135/135 unit tests passing.

## CLI

```bash
# Detrend a TESS sector
torchflat umi_detrend --input /path/to/fits/

# Detrend a single star
torchflat umi_detrend --input star.fits --output-format fits

# Kepler data
torchflat umi_detrend --input /path/to/kepler/ --mission kepler

# Plot a star
torchflat plot --fits star.fits --save output.png

# Speed benchmark
torchflat benchmark --input /path/to/fits/ --n-stars 500
```

## Benchmarks

```bash
# Full sector speed benchmark
python benchmarks/bench_real_tess.py --data-dir /path/to/fits/sector_6 --n-stars 19618

# Asymmetry parameter validation
python benchmarks/validate_asymmetry.py

# Known planet recovery
python benchmarks/validate_known_planets.py

# Multi-sector validation
python benchmarks/validate_multisector.py
```

**Note:** Set `$env:TORCHFLAT_NO_KERNEL = "0"` (PowerShell) or `export TORCHFLAT_NO_KERNEL=0` (bash) to enable the UMI kernel.

## API Reference

### Main Entry Points

- **`torchflat.preprocess_sector(star_data, ...)`** -- Full pipeline (Track A + Track B).
- **`torchflat.preprocess_track_a(times, fluxes, qualities, ...)`** -- Track A only.
- **`torchflat.preprocess_track_b(times, sap_fluxes, qualities, ...)`** -- Track B only.
- **`torchflat.umi_detrend(flux, time, valid_mask, segment_id, ...)`** -- Standalone UMI kernel.

### Key Parameters

| Parameter | Default | Description |
|-----------|---------|-------------|
| `device` | `"cuda"` | Torch device |
| `window_length_days` | `0.5` | Sliding window width (days) |
| `asymmetry` | `2.0` | Dip penalty: 2.0 (TESS), 3.0 (Kepler), **1.0 (variable stars -- avoids -7240 ppm bias)** |
| `n_iter` | `5` | Number of bisquare iterations |
| `cval` | `5.0` | Rejection threshold in MAD units |
| `skip_track_b` | `False` | Skip Track B (FFT highpass) |
| `window_scales` | 4 scales | `[(256,128), (512,256), (2048,512), (8192,2048)]` |
| `dtype` | `float32` | Computation precision |

## Limitations

- **Tested on AMD and NVIDIA.** HIP kernel validated on AMD RX 9060 XT (ROCm 7.2). CUDA kernel validated on NVIDIA GTX 1650 Ti (CUDA 12.8). Requires CUDA toolkit 12.8+ and Visual Studio Build Tools on Windows.
- **Fallback is slower.** Without the compiled HIP/CUDA kernel, UMI uses torch.sort (20x slower, 44x more VRAM). Install the ROCm or CUDA toolkit to enable the fused kernel.
- **Asymmetry bias.** The default asymmetry=2.0 introduces a -451 ppm bias on flat stars. This is below TESS noise (~1000 ppm) but may matter for population-level radius studies. Use `--bias-correct` to remove it, or `--asymmetry 1.0` for zero bias.
- **Variable star bias.** On stars with >1% variability, asymmetry=2.0 causes -7240 ppm bias. Use `--asymmetry 1.0` for variable stars.
- **Kepler long-cadence.** Kepler 30-min cadence gives W=25 (vs TESS W=361).
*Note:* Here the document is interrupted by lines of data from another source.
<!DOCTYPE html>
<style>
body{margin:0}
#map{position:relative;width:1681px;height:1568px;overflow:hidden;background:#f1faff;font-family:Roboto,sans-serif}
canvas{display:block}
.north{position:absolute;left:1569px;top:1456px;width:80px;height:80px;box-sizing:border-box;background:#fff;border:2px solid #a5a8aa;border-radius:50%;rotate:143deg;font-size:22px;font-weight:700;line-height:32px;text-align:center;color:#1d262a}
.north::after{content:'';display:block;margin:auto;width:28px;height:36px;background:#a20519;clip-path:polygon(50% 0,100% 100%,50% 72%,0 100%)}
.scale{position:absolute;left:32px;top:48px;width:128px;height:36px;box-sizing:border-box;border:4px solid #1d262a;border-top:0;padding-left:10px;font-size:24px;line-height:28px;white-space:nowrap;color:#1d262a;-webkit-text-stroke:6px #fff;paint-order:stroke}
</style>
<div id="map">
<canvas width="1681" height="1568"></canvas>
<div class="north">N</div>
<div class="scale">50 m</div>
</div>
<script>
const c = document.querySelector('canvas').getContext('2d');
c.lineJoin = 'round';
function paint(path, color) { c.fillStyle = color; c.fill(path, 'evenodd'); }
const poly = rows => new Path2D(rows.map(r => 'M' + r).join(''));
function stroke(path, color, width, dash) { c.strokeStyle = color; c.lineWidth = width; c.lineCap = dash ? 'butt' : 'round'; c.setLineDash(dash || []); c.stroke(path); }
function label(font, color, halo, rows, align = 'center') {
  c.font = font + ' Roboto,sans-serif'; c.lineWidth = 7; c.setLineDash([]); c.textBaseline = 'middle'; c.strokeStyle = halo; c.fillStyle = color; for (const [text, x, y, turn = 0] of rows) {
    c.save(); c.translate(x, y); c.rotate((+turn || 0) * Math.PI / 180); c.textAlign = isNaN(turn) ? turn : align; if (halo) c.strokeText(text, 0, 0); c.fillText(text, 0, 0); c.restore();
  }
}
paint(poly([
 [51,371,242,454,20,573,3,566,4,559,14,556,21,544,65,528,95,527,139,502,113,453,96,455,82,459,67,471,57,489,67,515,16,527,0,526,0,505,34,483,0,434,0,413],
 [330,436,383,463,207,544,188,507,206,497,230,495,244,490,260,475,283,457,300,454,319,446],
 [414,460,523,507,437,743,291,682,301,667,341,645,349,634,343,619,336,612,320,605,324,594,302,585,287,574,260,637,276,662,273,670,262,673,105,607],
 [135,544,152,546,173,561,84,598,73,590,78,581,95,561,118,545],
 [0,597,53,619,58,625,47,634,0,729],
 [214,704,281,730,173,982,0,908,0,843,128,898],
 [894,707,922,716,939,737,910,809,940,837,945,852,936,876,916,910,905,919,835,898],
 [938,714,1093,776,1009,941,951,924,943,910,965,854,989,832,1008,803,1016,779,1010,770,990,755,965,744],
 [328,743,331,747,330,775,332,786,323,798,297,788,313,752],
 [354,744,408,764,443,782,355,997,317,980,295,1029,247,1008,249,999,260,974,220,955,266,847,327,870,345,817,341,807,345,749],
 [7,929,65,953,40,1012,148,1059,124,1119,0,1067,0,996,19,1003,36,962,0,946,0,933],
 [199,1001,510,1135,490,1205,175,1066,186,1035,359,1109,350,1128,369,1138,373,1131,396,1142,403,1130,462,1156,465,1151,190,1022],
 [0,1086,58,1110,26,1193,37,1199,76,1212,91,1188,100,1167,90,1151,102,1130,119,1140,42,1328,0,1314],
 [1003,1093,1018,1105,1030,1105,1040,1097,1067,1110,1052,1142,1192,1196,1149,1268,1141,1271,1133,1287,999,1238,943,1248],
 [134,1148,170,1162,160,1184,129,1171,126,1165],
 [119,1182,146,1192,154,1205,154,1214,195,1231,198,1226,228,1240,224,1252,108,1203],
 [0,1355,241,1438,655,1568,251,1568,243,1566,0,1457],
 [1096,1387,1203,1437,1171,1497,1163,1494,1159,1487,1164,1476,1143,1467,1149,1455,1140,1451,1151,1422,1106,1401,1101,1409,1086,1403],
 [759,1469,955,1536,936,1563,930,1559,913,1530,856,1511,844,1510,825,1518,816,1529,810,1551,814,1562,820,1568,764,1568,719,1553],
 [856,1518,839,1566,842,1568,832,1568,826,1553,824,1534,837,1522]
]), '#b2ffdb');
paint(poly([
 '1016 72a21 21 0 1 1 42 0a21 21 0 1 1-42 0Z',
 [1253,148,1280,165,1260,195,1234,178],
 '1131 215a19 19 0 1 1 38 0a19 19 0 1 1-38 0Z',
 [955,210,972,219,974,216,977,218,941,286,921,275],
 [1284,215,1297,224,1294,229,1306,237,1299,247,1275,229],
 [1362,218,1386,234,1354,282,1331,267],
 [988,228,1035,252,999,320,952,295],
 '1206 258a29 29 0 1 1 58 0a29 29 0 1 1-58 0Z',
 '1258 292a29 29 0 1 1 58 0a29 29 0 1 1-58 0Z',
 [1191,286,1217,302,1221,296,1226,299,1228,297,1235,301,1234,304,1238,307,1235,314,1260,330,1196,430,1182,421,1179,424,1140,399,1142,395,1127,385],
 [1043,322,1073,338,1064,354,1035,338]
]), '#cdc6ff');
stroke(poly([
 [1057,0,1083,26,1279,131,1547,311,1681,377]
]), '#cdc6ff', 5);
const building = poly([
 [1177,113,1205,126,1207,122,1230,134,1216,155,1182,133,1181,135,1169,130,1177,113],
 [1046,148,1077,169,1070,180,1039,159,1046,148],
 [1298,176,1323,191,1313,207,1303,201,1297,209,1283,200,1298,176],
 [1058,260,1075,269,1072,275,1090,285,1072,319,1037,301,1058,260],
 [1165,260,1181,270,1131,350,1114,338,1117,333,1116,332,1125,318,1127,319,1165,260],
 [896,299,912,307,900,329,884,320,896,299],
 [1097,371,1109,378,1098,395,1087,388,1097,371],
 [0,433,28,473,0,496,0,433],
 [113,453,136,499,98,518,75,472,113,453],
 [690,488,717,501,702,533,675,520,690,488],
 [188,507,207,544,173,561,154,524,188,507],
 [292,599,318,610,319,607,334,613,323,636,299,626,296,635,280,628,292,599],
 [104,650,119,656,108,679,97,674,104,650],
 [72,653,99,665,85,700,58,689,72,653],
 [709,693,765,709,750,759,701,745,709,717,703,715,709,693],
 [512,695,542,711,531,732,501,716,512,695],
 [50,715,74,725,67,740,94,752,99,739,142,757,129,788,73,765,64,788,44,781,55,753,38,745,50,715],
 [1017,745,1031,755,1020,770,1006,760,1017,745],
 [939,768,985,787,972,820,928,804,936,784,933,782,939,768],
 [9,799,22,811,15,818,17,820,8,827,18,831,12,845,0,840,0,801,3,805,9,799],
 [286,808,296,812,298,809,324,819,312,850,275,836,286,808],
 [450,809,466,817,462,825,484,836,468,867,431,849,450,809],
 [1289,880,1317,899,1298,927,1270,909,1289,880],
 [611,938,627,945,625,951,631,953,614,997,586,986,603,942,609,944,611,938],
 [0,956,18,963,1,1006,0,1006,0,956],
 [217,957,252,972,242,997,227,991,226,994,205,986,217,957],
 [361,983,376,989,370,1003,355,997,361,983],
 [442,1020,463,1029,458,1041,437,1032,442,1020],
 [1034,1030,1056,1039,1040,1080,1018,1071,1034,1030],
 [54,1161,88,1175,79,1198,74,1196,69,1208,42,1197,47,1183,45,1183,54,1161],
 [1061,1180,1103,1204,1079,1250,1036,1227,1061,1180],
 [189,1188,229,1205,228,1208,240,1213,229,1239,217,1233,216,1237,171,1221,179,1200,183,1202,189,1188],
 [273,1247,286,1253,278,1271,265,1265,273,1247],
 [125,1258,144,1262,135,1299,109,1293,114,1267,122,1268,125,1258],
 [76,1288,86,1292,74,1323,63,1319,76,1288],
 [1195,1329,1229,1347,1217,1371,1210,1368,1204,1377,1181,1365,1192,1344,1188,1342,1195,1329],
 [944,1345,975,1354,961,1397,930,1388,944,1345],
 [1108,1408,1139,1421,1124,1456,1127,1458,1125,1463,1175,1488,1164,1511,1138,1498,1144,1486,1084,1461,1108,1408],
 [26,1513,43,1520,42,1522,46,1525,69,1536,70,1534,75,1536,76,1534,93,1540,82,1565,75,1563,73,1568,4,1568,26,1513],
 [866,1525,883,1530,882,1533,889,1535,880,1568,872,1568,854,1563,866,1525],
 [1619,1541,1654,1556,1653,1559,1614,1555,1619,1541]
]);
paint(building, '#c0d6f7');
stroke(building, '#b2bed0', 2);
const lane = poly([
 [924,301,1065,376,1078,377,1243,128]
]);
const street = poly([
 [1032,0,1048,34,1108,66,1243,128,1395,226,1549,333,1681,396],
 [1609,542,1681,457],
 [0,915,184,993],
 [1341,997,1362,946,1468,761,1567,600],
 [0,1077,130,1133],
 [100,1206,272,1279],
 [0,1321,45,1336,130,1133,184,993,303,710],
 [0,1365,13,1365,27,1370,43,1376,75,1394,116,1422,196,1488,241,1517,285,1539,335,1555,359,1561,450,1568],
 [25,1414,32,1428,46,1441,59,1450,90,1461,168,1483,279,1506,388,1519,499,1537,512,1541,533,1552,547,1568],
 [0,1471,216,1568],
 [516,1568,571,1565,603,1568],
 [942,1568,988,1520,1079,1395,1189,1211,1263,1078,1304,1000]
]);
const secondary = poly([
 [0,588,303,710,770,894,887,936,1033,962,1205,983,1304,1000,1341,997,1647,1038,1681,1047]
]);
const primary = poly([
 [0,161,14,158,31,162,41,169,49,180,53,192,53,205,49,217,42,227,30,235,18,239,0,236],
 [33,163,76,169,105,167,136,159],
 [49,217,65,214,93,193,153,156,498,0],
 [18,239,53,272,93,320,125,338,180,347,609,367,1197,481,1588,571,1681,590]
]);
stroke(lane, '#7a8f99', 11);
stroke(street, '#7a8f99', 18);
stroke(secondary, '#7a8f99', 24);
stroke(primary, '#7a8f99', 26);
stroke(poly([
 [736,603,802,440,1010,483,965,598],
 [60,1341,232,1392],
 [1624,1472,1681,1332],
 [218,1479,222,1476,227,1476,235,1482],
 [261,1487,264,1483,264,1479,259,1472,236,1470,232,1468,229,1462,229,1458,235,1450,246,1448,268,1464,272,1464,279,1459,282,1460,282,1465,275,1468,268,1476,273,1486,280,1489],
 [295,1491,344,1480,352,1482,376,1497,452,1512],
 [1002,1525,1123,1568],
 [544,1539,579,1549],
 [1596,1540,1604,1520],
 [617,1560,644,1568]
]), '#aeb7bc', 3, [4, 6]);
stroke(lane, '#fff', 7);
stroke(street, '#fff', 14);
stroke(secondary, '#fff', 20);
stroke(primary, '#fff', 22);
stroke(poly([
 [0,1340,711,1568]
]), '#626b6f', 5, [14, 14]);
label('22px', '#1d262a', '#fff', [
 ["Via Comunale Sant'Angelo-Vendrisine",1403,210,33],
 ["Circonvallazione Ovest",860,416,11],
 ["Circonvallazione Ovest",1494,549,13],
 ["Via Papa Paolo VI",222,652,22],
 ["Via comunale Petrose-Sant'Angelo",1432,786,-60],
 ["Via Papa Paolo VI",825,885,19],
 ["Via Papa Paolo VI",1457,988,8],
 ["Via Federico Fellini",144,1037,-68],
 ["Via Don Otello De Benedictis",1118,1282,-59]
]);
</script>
The `min_segment_points` parameter auto-scales to W//3 to avoid all-NaN output. Validated on Quarters 2, 5, 9, 17 (4000 stars).
- **8-hour transits.** Both UMI and wotan fail on transits longer than ~5 hours with the default 0.5-day window. Use `--window-length 1.5` for long-duration transits.

## Development

```bash
git clone https://github.com/omarkhan2217/TorchFlat.git
cd TorchFlat
pip install -e ".[dev]"
pytest tests/ -v
```

## Citation

If you use TorchFlat in your research, please cite:

```bibtex
@software{torchflat,
  author = {Khan, Omar},
  title = {TorchFlat: GPU-Accelerated Photometric Preprocessing with UMI Detrending},
  year = {2026},
  url = {https://github.com/omarkhan2217/TorchFlat}
}
```

## License

MIT License. See [LICENSE](LICENSE) for details.